Playing favourites with children
A recent study shows that even perceived favouritism has a deeper effect on a parent-child relationship.
It’s an age-old story that anyone who grew up with siblings can associate with. There are times in life when you start to feel like your brother or sister is more favoured by your parent. A recent study, conducted by Alex Jensen of Brigham Young University, has shown that there’s actually a deeper effect of even perceived favouritism on a parent-child relationship. According to the study, if the younger sibling feels like they’re the favourite kid, and the parents too agree, their relationship is strengthened. If not, it has the opposite effect on their relationship.
Life coach Khyati Birla believes that this feeling of favouritism between children can be boiled down to something called “goodness of fit”. She explains, “Despite the hierarchy of birth, a child whose personality is more compatible with its parents' has a goodness of fit and is generally more favoured. And parents who have a good fit with their child tend to get along better with him/her, due to a largely positive interaction. This causes favouritism.”

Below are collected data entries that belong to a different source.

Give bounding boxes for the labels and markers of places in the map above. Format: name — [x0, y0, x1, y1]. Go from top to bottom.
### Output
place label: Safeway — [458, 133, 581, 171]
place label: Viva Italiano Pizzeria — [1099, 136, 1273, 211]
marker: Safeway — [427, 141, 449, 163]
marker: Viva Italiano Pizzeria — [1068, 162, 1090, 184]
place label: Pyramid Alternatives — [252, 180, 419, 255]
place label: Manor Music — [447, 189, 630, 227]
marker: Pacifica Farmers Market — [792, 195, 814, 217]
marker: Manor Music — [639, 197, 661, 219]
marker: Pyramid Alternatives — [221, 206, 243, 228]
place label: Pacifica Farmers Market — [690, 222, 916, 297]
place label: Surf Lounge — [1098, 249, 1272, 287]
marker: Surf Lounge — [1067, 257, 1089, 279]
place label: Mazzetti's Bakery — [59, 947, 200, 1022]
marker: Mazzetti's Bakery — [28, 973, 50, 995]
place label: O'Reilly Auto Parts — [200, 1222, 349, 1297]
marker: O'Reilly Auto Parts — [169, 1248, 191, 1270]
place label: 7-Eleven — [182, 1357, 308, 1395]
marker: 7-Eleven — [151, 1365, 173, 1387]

However, it doesn’t necessarily mean that parents tend to do this consciously. “Making kids feel like they’re not favoured could come in the form of telling the younger one to do as the older ones say. And for the older ones, it could be when they’re told to give up their favourite things to accommodate the younger ones,” explains life coach Chetna Mehrotra.

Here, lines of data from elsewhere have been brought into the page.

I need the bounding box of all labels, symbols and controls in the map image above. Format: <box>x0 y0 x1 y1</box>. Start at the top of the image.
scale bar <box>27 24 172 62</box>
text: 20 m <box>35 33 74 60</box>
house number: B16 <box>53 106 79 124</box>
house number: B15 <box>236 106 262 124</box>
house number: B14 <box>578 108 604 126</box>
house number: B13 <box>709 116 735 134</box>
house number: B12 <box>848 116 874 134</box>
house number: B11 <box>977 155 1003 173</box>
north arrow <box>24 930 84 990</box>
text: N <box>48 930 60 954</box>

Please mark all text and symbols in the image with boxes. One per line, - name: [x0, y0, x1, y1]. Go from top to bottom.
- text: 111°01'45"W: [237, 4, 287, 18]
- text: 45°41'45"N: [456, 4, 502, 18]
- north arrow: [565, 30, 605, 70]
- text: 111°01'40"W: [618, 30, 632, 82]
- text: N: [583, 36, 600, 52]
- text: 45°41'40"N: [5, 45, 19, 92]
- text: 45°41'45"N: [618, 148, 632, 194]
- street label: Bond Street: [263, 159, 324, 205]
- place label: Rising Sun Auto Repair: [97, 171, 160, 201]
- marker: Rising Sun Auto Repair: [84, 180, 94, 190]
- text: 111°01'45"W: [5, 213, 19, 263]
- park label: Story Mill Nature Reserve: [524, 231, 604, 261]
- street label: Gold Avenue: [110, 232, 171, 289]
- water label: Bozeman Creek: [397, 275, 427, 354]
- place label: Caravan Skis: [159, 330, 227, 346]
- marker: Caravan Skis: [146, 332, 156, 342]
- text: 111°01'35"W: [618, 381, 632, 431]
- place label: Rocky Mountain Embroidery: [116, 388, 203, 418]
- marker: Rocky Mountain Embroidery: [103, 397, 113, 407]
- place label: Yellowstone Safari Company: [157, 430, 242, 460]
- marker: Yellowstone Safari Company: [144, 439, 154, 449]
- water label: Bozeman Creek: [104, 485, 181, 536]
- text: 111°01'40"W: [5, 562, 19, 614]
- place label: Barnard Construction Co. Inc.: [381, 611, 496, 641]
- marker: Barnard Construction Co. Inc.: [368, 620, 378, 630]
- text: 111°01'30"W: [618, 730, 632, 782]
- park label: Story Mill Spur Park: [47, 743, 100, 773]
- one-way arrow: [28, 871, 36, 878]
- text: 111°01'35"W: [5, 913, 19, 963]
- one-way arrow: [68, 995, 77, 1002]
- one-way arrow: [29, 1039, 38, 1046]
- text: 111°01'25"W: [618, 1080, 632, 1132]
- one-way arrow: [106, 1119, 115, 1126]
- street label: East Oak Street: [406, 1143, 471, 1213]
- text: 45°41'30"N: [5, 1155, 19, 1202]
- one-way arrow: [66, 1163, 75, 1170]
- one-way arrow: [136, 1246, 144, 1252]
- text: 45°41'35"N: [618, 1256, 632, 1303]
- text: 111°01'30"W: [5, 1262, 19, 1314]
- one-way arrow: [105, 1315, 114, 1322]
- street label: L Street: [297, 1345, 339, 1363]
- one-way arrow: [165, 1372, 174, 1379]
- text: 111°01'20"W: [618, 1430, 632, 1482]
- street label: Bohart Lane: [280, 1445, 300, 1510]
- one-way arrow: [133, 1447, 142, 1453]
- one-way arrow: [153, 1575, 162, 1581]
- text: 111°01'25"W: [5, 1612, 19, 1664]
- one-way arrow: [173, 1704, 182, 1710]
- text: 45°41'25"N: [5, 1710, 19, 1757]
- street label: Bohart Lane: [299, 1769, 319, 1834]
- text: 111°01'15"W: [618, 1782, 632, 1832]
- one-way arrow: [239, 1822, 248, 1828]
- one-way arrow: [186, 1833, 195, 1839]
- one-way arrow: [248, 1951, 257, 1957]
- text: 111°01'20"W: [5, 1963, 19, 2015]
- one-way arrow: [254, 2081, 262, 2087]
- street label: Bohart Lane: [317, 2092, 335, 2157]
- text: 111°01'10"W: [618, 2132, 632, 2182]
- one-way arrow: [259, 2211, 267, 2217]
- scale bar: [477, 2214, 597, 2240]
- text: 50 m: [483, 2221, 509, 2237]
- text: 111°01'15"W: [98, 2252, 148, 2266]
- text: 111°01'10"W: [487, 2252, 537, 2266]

Khyati agrees. She says, “Parents can teach the older child how to love the younger one, how big the responsibility is, and how ready they perceive the older child to be prepared for such a responsibility, instead of treating it like a chore,” she says, adding, “I would advise parents to check the nurturing capacity of the older child before handing out the task of minding the younger child. Just because it’s the older kid, doesn’t mean he/she has the capacity to match your child-minding expectations. The older one too is still a child.”

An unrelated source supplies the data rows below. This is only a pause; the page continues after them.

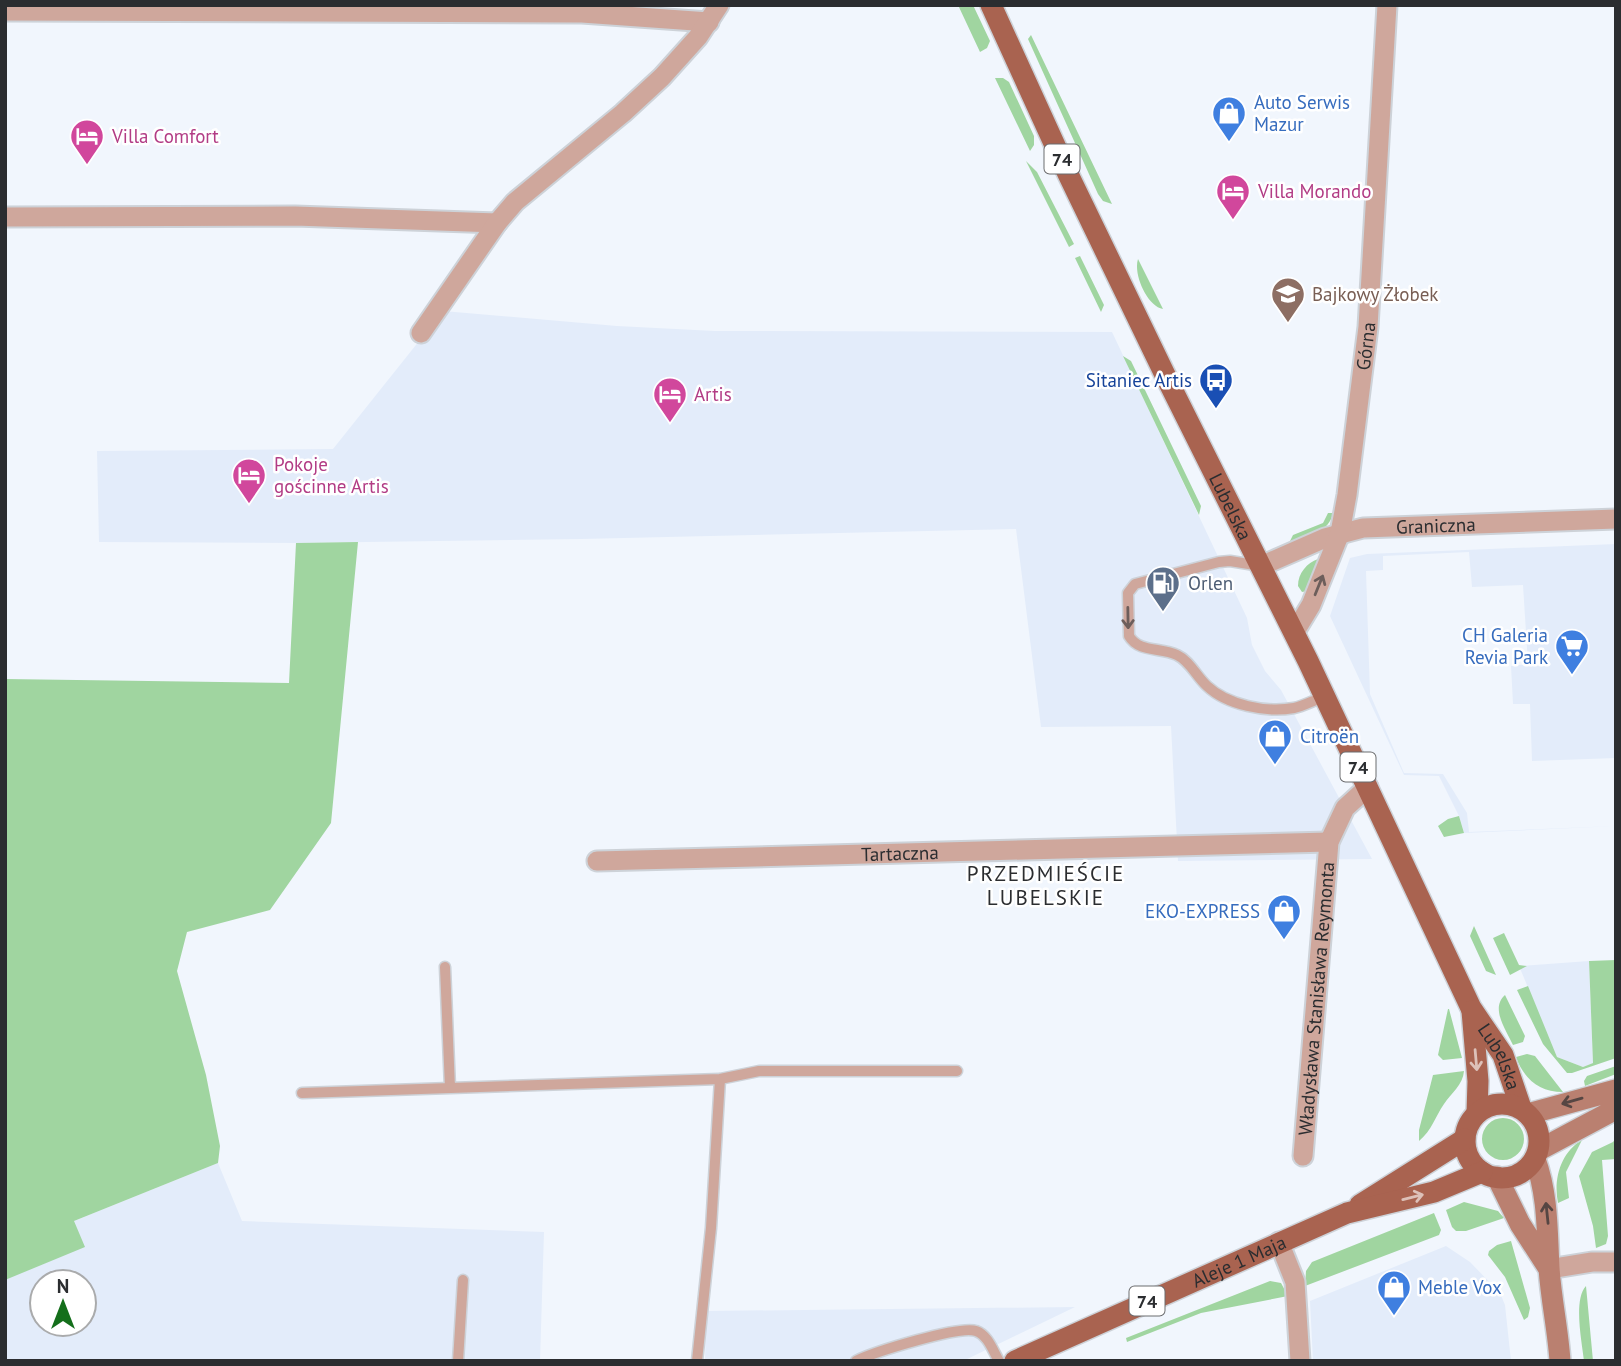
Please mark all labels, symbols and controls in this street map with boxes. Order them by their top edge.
place label: Auto Serwis Mazur [1254,90,1350,136]
shop icon: Auto Serwis Mazur [1210,94,1248,143]
hotel icon: Villa Comfort [68,117,106,166]
place label: Villa Comfort [111,124,219,148]
road number: 74 [1044,144,1080,174]
hotel icon: Villa Morando [1214,172,1252,221]
place label: Villa Morando [1257,179,1371,203]
school or university icon: Bajkowy Żłobek [1269,275,1307,324]
place label: Bajkowy Żłobek [1312,282,1438,306]
street label: Górna [1351,322,1380,372]
bus stop icon: Sitaniec Artis [1197,361,1235,410]
place label: Sitaniec Artis [1086,368,1192,392]
hotel icon: Artis [651,375,689,424]
place label: Artis [694,382,732,406]
place label: Pokoje gościnne Artis [274,452,389,498]
hotel icon: Pokoje gościnne Artis [230,456,268,505]
street label: Lubelska [1204,469,1258,544]
street label: Graniczna [1396,512,1476,539]
fuel station icon: Orlen [1144,564,1182,613]
place label: Orlen [1188,571,1233,595]
one-way arrow [1314,574,1327,596]
one-way arrow [1121,606,1135,629]
place label: CH Galeria Revia Park [1462,623,1548,669]
supermarket icon: CH Galeria Revia Park [1553,627,1591,676]
shop icon: Citroën [1256,717,1294,766]
place label: Citroën [1300,724,1359,748]
road number: 74 [1340,752,1376,782]
street label: Tartaczna [861,840,939,866]
district label: PRZEDMIEŚCIE LUBELSKIE [967,860,1125,911]
street label: Władysława Stanisława Reymonta [1293,861,1339,1136]
shop icon: EKO-EXPRESS [1265,892,1303,941]
place label: EKO-EXPRESS [1145,899,1260,923]
street label: Lubelska [1473,1019,1526,1093]
one-way arrow [1470,1049,1483,1071]
one-way arrow [1561,1096,1583,1109]
one-way arrow [1401,1190,1424,1203]
one-way arrow [1540,1202,1553,1225]
street label: Aleje 1 Maja [1188,1230,1290,1293]
north arrow [28,1268,98,1338]
shop icon: Meble Vox [1375,1268,1413,1317]
text: N [57,1274,69,1298]
place label: Meble Vox [1418,1275,1502,1299]
road number: 74 [1130,1286,1164,1316]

While the study was conducted on a family with teenagers, and aligns itself well with the feeling of growing up pains and angst, specialists warn that this feeling of disconnect with the parent could have a longer-lasting effect on the child, even after they’re adults.
“Most problems and traumas adults go through are due to childhood issues,” muses Chetna. “Children who have had strained relationships with their parents are unable to freely express their feelings. And these feelings come to the forefront when they grow up — and not in a positive way. Sometimes they may not know how to handle relationships with their friends, partners, or even colleagues. They’re mostly insecure of things and people. Which can lead to not just relationship troubles, but also violent experiences.”
Khyati sympathises with parents’ need to raise a perfect child, and be the perfect parent. But cautions against affecting the offspring by overburdening them. “In India, we say that God couldn’t be everywhere, so he created parents. We take that idea way too seriously and are filled with anxiety about doing our jobs properly. And this can obstruct the positive psychological development of the child. How about instead of believing that your child must grow up perfect, you believe that the child already is perfect and only needs to channel it in the right direction?” she asks.
Chetna smiles, adding it’s never too late to build bridges. “Being non-expressive means you are not communicating well with your siblings, which leaves issues unresolved. This can lead to cold wars between siblings, which can go on for a long time. It needs to be tackled with proper communication channels, so the pent up frustrations don’t take an ugly turn and eventually end up harming the relationships for good,” she advises.